A US-based security researcher has published a single piece of code that can remotely compromise both PCs and Macs as long as they are running Apple's QuickTime media player. The exploit is at least the fourth to target a newly discovered security flaw in the way QuickTime interacts with servers that stream audio and video. Up …
Ahh, the warm, cozy feeling!
After discovering that installing quicktime, even if you deselect the "bundle with iTunes" means getting iTunes the first chance the AppleUpdate has, I've learned to live without quicktime, and I don't miss it one bit.
Remind me again why the iFanbois always seems to think that "Apple-labelled" equals "secure"?
Quicktime? Who uses Quicktime?
There's Quicktime Alternative for playing all those quicktime format files.
No idea if this is vulnerable to the same exploit but I doubt it.
Would never let Itunez or QT anywhere near my PC but comes preinstalled with MacOS.
Another huge patch then to download soon methinks.
"unleashes a payload" ... hmmm.
Standardized LART Form
Standardized LART Form for poor computer security articles. Released under the GPL v2 for everyone to use. Please modify as needed. See http://www.gnu.org/
Check all that apply to this article. You may have to delete unchecked items to fit in the space alloted by the author's comment form.
For a copy of this form, visit:
Troll-O-Meter: (6 out of 10) [X] 6. False prophet
Flame Meter / Threat Level: (1 out of 10) [X] 1. Firecracker
BS Meter: (4 out of 10) [X] 4. "We are not in the business of scaring people"

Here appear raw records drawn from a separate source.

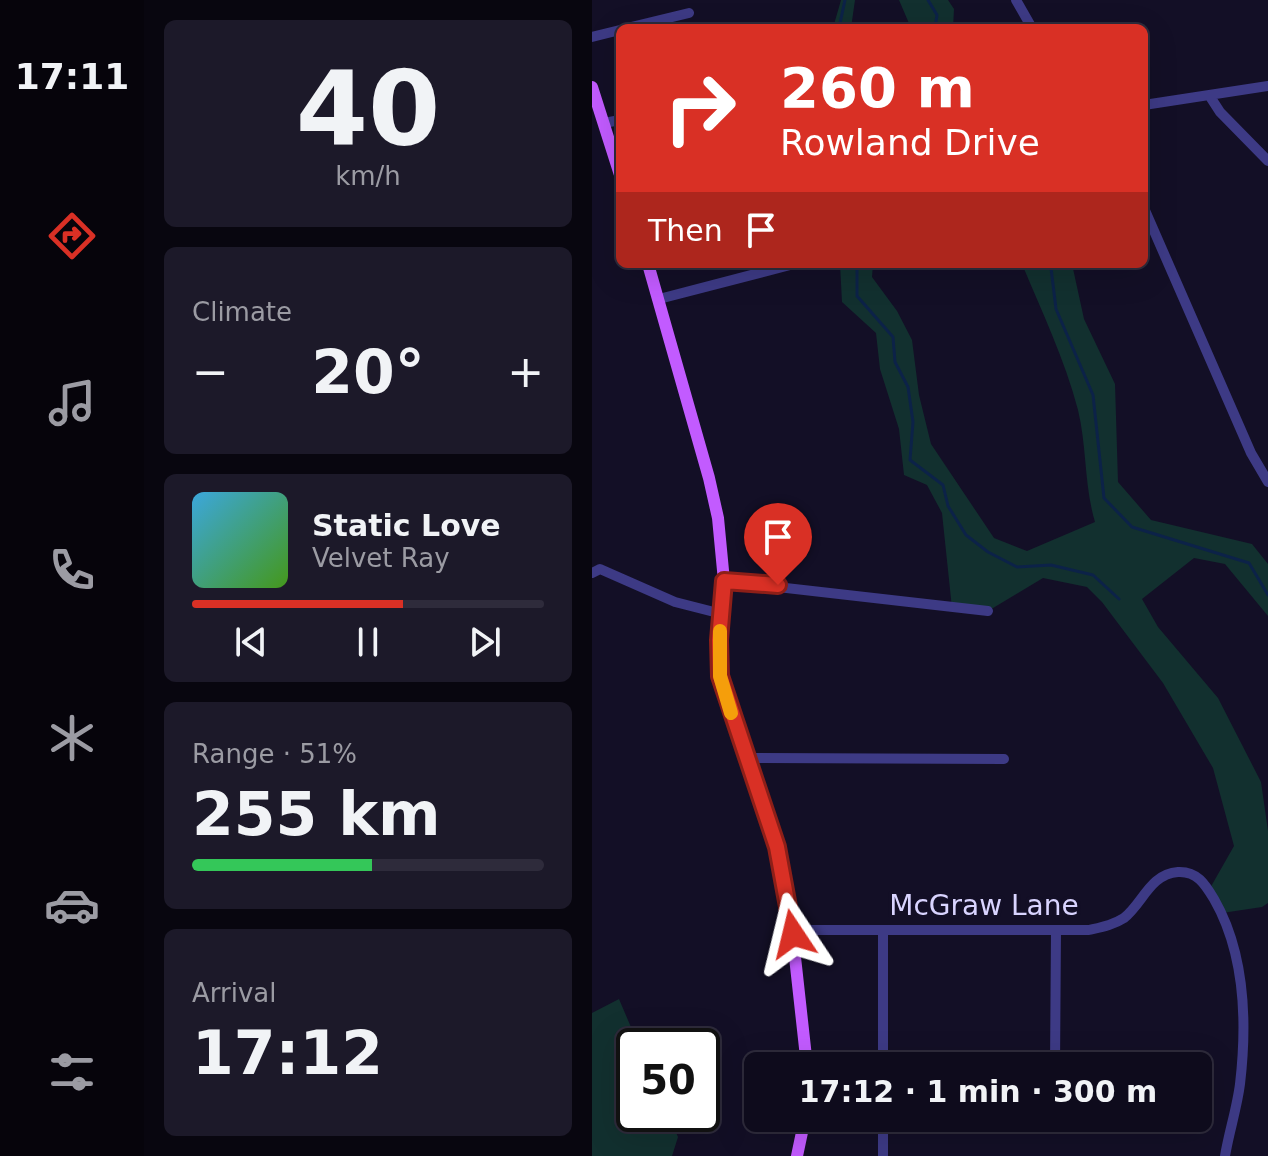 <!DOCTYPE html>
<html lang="en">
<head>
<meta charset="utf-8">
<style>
	body { margin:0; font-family:"DejaVu Sans",sans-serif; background:#1c1929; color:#f1f3f6; height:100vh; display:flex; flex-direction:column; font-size:30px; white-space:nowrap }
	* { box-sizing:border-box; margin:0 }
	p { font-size:26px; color:#9b9ba3 }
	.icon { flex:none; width:44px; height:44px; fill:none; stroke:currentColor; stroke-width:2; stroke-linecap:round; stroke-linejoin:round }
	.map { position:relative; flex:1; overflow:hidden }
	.panel { display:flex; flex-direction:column; gap:20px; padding:20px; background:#08060f; width:448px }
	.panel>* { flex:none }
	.banner { position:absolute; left:24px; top:24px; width:532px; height:244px; border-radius:12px; box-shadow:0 8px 32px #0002,0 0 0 2px #2e2b3b; background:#d93025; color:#fff; overflow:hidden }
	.speed { position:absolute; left:24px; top:1028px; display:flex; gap:16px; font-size:40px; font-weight:700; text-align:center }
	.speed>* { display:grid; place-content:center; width:104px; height:104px; border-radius:50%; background:#0e0b1c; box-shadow:0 8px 32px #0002,0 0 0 2px #2e2b3b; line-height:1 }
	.speed .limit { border:4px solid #111; border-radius:12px; background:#fff; color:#111 }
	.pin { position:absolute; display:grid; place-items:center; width:68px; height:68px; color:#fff; margin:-82px -34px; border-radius:50% 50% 50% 0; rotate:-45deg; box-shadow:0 0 8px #0007 }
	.pin .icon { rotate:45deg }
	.me { position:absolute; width:88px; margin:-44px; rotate:350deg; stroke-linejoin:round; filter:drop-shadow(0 0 6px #0008) }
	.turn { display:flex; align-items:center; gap:28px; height:168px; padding:0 32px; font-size:36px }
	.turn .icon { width:104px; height:104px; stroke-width:2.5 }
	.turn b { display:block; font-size:56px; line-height:68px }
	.then { display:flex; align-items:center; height:76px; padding:0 32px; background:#0003; gap:16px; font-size:30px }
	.big { font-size:60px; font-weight:800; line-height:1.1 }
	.panel .tile { flex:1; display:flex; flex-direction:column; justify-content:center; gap:12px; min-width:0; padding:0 28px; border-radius:12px; background:#1c1929 }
	.panel .dial { align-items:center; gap:0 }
	.dial b { font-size:104px; line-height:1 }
	.song { display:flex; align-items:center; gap:24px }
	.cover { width:96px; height:96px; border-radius:12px; background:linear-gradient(135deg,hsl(200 70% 55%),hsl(100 70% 35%)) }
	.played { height:8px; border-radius:4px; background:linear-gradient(90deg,#d93025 60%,#2e2b3b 60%) }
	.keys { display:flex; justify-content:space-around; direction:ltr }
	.heat { display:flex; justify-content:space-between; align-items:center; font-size:44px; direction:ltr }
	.charge { height:12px; border-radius:6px; background:linear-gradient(90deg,#34c759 51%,#2e2b3b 0) }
	.trip { position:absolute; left:152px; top:1052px; width:468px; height:80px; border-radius:12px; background:#0e0b1c; box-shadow:0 8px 32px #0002,0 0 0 2px #2e2b3b; font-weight:800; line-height:80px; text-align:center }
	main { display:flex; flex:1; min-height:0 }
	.menu { display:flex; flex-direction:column; width:144px; justify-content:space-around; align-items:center; background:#06040b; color:#9b9ba3 }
	.menu .icon { width:56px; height:56px }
	.menu .current { color:#d93025 }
	.menu b { font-size:36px; color:#f1f3f6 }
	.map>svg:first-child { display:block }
	.green { fill:#12302f }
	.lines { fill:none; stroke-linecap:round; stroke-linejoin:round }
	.stream { stroke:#0c2248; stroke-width:3 }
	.minor { stroke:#3d3a85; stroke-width:10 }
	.major { stroke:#c25bff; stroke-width:12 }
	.route-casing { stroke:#8d1f18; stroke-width:20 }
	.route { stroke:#d93025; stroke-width:14 }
	.slow { stroke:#f59e0b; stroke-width:14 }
	.labels { text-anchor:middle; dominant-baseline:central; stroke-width:7; stroke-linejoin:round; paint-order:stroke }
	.street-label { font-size:28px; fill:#d9d4ff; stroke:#130f26 }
</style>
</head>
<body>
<main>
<nav class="menu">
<b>17:11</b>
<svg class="icon current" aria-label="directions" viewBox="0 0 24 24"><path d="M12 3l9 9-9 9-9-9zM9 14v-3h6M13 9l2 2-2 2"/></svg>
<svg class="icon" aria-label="music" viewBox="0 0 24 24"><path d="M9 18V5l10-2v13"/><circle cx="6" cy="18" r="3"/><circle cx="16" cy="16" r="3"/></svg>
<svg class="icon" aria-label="phone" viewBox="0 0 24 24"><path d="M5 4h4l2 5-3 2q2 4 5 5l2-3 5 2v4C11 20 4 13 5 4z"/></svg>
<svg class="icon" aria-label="climate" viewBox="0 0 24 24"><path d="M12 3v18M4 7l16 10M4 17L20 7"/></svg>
<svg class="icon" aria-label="car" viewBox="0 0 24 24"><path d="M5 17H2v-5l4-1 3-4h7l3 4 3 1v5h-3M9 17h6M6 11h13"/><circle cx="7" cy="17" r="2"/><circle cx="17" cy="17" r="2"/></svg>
<svg class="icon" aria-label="filters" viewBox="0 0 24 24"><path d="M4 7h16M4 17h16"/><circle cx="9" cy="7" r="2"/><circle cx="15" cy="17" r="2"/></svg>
</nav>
<section class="panel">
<div class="tile dial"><b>40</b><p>km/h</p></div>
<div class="tile"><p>Climate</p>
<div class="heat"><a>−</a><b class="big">20°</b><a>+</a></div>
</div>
<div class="tile">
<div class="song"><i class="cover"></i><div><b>Static Love</b><p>Velvet Ray</p></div></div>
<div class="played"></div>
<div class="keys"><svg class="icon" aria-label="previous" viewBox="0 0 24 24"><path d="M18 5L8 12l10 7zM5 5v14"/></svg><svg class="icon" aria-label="pause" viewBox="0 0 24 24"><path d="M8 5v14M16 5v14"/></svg><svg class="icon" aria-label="next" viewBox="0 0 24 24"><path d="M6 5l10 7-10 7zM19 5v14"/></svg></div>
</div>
<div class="tile"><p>Range · 51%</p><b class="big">255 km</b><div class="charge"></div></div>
<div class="tile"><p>Arrival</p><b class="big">17:12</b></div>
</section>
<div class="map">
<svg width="676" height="1156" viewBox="0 0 676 1156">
	<rect width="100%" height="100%" fill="#130f26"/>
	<path class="green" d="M249,0h14l-4,28h-18z
		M307,0h49l6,9 -1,19h-42z
		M248,264h33l-1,13 25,34 15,29 7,55 12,49 63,94 33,13 68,-29c-11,-37 -8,-75 -17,-112 -13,-50 -36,-98 -56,-146h50l12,55 31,65 3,98 33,38 101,24 16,20v52l-43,-52 -31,-6 -52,41 16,28 60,71 43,84 7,49v72l-6,4 -40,6 -13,-23 25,-44 -21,-78 -50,-85 -61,-81 -15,-15 -44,-9 -55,33 -36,-3 -10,-95 -15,-28 -23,-10 -5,-46 -19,-60 -4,-36 -34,-31z
		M27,999l20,47h-5v68h34l10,23 -6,19h-80v-143z"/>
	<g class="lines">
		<path class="stream" d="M336,0l9,15 -2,13
			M247,28l6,-28
			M265,264v32l36,41 2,25 13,25 5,35 -3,38 33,25 5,21 18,29 22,17 29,15 34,-2 42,10 26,24
			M456,264l3,4 5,41 37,86 11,103 28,29 117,36 19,32"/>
		<path class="minor" d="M424,0l16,28
			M35,28l62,-15
			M0,37l28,-7
			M617,95l11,17 48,49
			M552,105l124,-19
			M12,123l16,-3
			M552,208l107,245 17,29
			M67,299l135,-35
			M0,573l8,-4 75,33 47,12
			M132,581l264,30
			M154,758l258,1
			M200,930h297c13,-3 24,-5 35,-12 19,-15 26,-44 54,-46 19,-1 27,12 36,27 31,54 33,125 26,185 -3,24 -11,48 -15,72
			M291,930v136
			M463,1066l1,-136
			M291,1118v38"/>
		<path class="major" d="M0,87l28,88
			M56,264l61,214 9,40 6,63 -5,59 1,36 57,171 15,83 15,136
			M205,1156l8,-38"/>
	</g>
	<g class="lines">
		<defs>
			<path id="route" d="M186,585l-54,-4 -5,59 1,36 57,171 16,87"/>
		</defs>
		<use href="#route" class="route-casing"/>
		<use href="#route" class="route"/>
		<path class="slow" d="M128,631v45l11,37"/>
	</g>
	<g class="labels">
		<g class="street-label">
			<text x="392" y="905">McGraw Lane</text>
		</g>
	</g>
</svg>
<div class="speed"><div class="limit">50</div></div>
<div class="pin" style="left:186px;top:585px;background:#d93025"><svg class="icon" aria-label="arrive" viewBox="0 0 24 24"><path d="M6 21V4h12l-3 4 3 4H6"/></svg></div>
<svg class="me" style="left:201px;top:934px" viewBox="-20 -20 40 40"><path d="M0-17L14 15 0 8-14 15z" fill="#d93025" stroke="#fff" stroke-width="4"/></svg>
<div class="trip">17:12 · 1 min · 300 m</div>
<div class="banner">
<div class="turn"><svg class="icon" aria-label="right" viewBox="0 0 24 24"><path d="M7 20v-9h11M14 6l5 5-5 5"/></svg><div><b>260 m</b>Rowland Drive</div></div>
<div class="then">Then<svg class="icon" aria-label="arrive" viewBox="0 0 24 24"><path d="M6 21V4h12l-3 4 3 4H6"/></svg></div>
</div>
</div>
</main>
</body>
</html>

======= Conditions of exploitation
Your article assumes the victim:
[X] Uses Microsoft Windows [X] ...with Administrator access [X] ...and turns off User Account Control (Vista) [X] Uses MacOS X [X] ...and gladly provides his admin password to everything that asks for it
The problem described was addressed:
[X] More than a month ago by a simple workaround [X] ...more than five years ago [X] By turning off whatever useless feature has this problem
Reproducing and/or exploiting the problem requires:
[X] Clicking a malicious web link [X] ...while logged on as an Administrator
======= Umbrella salesmen predicting bad weather
Your article cites:
[X] A computer security firm [X] ...more than one firm
The quoted person / firm / organization:
[X] Claims they had known about and/or had fixed the problem [X] ...more than a month ago
Your article cites:
[X] An executive representing the exploited product
The celebrity is relevant to this article because:
[X] He or she attracts attention to the problem
For crafting this article, you deserve:
[X] To be interviewed by... [X] ...John Leyden [X] ...Steve Gibson
Before writing another security article, you must:
[X] Ask one or more real security experts first [X] ...that don't work for computer security firms (Yes, they do exist.) [X] Ask a critic of whoever you're going to quote [X] Try reproducing the problem yourself [X] ...while logged on with a Limited (XP) or Standard (Vista) account [X] ...while leaving User Account Control (Vista) turned ON
To me it seems Apple has the ability to make more computers vulnerable than just Microsoft by itself. So, think about that for a minute. After all isn't it Apple that codes Quicktime/iTunes and codes Mac OS X? Do you think they say to themselves let us be more diligent and competent with Mac OS X? They are beginning to be a regular bug factory.
Agree with who uses Quicktime?
I have to pay extra to watch something in fullscreen and it doesn't support all the codecs? Steve Jobs, you are a tosspot but a rich one.
Thank fuck for OpenVLC which works wonderfully and looks great on Mac OS X - remote control included.